# Double Rainbow Report



## captmikestarrett (Apr 28, 2004)

Sometimes quality makes up for quanity..this was one of those trips. We had some quick rain and nice rainbow..20 minutes later it was a double rainbow.. a double rainbow dude.. lots of nice LGMouth and 28 inch really thick Potomac Pike.. Enjoy lots of pics.

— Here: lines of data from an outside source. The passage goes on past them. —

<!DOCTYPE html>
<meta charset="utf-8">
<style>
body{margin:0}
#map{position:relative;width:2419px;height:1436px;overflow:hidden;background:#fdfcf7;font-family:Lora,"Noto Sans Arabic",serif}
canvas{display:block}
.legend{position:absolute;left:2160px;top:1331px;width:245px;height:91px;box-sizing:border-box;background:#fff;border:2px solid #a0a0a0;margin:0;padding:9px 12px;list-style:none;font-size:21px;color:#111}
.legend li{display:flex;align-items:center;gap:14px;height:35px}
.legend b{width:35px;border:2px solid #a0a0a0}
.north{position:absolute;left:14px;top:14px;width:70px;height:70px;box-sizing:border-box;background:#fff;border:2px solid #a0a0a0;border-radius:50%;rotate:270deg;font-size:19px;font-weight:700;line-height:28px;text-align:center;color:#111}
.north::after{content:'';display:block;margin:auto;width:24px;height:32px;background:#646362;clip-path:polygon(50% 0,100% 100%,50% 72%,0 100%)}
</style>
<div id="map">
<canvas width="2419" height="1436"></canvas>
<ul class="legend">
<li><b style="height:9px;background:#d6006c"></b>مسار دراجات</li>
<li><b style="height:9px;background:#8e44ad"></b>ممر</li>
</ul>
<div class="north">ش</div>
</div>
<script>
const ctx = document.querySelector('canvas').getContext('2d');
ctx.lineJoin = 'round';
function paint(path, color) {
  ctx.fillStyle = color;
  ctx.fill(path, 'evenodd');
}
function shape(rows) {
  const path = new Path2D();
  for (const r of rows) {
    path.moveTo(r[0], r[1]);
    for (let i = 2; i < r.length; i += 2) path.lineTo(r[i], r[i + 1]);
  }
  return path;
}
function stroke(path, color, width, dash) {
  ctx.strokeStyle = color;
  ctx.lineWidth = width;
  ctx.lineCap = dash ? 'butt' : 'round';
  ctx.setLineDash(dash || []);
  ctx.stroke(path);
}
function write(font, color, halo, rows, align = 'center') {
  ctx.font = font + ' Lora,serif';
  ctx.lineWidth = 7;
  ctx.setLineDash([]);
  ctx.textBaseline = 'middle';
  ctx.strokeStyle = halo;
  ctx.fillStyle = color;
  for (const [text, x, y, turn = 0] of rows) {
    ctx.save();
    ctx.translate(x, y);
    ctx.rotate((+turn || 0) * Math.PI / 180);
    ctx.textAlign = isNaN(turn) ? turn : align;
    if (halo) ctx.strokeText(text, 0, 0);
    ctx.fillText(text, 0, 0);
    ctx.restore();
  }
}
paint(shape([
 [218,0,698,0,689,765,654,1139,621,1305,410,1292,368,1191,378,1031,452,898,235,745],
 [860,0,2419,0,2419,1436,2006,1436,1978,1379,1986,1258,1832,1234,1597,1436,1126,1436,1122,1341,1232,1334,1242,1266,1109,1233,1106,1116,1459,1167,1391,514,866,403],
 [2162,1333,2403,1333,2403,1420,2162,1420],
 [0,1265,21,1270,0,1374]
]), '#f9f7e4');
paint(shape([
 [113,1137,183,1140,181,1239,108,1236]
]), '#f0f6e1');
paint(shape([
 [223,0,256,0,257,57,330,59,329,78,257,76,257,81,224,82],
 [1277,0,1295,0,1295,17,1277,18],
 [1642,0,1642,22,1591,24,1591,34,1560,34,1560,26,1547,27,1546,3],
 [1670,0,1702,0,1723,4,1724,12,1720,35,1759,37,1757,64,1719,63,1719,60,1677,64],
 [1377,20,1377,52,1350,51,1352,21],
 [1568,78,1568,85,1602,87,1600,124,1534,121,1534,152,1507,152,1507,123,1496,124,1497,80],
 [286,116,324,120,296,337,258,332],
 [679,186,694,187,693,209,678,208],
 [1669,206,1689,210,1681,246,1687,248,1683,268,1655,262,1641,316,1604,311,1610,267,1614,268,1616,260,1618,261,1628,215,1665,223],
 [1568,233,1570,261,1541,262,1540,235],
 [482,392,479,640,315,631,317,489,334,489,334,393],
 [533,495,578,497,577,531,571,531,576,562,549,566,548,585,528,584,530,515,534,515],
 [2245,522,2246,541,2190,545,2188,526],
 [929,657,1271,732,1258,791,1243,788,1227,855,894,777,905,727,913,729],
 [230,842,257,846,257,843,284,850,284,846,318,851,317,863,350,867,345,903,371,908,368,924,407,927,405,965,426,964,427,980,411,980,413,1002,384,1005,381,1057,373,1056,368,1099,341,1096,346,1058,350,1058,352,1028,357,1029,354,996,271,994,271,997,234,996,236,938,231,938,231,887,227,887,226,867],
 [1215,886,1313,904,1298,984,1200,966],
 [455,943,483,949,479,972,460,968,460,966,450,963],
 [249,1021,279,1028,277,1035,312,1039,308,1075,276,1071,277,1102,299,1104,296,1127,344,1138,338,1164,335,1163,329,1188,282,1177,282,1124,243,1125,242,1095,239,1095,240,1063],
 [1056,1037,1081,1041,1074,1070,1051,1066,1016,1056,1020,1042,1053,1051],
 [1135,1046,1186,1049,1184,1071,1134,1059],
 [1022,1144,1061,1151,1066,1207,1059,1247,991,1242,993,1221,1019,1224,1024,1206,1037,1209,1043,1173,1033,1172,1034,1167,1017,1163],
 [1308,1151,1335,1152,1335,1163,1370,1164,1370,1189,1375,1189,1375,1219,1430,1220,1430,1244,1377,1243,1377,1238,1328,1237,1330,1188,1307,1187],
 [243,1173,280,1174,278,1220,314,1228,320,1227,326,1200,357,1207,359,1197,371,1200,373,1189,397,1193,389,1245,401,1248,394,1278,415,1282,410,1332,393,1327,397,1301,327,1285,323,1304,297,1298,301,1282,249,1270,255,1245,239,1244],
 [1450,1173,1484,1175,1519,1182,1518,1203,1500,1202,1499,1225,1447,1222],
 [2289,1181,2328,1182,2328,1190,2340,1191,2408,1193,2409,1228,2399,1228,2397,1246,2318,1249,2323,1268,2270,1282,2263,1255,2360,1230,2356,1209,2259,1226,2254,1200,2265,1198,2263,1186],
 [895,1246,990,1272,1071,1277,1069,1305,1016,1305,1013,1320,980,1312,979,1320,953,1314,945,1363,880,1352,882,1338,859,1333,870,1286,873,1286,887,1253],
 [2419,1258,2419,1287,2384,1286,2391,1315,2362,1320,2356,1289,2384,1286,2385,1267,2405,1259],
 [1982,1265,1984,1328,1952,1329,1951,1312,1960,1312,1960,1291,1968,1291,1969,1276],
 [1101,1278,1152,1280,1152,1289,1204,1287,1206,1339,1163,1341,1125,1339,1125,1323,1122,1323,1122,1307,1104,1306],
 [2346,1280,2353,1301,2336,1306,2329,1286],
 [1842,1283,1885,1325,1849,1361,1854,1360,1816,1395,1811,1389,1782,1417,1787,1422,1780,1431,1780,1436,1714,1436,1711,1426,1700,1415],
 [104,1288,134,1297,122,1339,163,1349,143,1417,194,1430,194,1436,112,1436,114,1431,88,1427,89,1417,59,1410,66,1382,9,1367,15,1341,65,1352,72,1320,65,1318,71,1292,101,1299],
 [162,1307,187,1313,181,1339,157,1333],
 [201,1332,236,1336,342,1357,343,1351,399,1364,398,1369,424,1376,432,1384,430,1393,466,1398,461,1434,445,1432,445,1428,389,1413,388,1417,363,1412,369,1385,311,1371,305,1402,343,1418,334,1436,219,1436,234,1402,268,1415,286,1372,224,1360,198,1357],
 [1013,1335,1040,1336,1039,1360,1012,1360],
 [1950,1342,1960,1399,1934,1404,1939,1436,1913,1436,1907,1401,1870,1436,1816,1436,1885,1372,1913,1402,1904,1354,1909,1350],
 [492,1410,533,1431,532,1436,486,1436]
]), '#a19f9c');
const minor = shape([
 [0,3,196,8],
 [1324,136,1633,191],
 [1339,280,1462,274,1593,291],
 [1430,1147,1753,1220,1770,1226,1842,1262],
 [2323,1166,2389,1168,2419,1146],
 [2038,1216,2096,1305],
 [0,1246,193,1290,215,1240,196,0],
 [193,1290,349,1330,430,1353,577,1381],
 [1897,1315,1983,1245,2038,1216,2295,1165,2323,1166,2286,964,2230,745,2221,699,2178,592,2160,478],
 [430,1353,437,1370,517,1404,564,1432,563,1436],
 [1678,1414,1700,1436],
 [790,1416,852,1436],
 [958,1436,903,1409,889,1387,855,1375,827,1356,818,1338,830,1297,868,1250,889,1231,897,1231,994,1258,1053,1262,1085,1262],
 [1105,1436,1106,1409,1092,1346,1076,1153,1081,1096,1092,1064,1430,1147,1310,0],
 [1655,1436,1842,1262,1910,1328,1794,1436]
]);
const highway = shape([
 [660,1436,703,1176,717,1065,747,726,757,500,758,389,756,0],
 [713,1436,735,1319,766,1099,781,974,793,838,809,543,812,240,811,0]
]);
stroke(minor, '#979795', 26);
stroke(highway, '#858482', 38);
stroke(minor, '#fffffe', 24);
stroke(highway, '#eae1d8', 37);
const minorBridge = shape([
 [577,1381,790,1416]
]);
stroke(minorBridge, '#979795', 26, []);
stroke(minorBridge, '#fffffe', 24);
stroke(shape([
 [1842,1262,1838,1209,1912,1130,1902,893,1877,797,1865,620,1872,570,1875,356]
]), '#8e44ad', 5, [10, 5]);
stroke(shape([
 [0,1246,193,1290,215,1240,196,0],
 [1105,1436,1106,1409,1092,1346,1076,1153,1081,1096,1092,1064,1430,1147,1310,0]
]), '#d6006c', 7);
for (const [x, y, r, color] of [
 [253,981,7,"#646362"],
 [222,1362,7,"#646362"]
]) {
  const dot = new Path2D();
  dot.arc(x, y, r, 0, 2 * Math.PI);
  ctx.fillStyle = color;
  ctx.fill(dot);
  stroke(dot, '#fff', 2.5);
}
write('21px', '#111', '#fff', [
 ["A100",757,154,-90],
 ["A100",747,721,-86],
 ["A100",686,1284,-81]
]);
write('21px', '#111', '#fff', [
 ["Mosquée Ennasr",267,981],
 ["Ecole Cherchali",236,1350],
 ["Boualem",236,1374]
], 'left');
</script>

Yea dudes a double rainbow..

Capt Mike


----------



## wild_sidearm2 (Jul 6, 2011)

That's a snakehead hope ya killed it


----------



## RuddeDogg (Mar 20, 2004)

Awesome!! Great work by all.


----------



## captmikestarrett (Apr 28, 2004)

wild_sidearm2 said:


> That's a snakehead hope ya killed it


Why ??

Capt Mike


----------



## wild_sidearm2 (Jul 6, 2011)

So it doesn't breed and kill more of those pretty bass u catch


----------



## wild_sidearm2 (Jul 6, 2011)

Think there is a mandate to kill them and report it


----------



## jbrady14 (Jan 14, 2011)

wild_sidearm2 said:


> That's a snakehead hope ya killed it


i dont think that is a snakehead.


----------



## Gregc (Oct 20, 2011)

Great looking fish Mike. And oh lord here we go again with the snakehead talk again...


----------



## wild_sidearm2 (Jul 6, 2011)

http://m.youtube.com/#/watch?desktop_uri=/watch?v=lT4eTYR_kyM&v=lT4eTYR_kyM&gl=US wasn't trying to start a big thread but there invasive fish very aggressive and eat a lot of fish then move to other lakes and ponds and wipe out whats in them. I'm a catch and release guy but when it comes to these guys best to killem. Nice bass btw Mike keep them coming


----------



## captmikestarrett (Apr 28, 2004)

Just to clear the air a bit.. Yes it is a northern snakehead (AKA Potomac Pike). To date a bass has never turned up in the stomach of a Potomac Pike. I have cleaned close to 50 so far and examined the stomach contents most of the time. They are a great gamefish and very tastie. I prefer to filet and release them. In 5 years they will be the number one sought after game fish in MD. 

Capt Mike


----------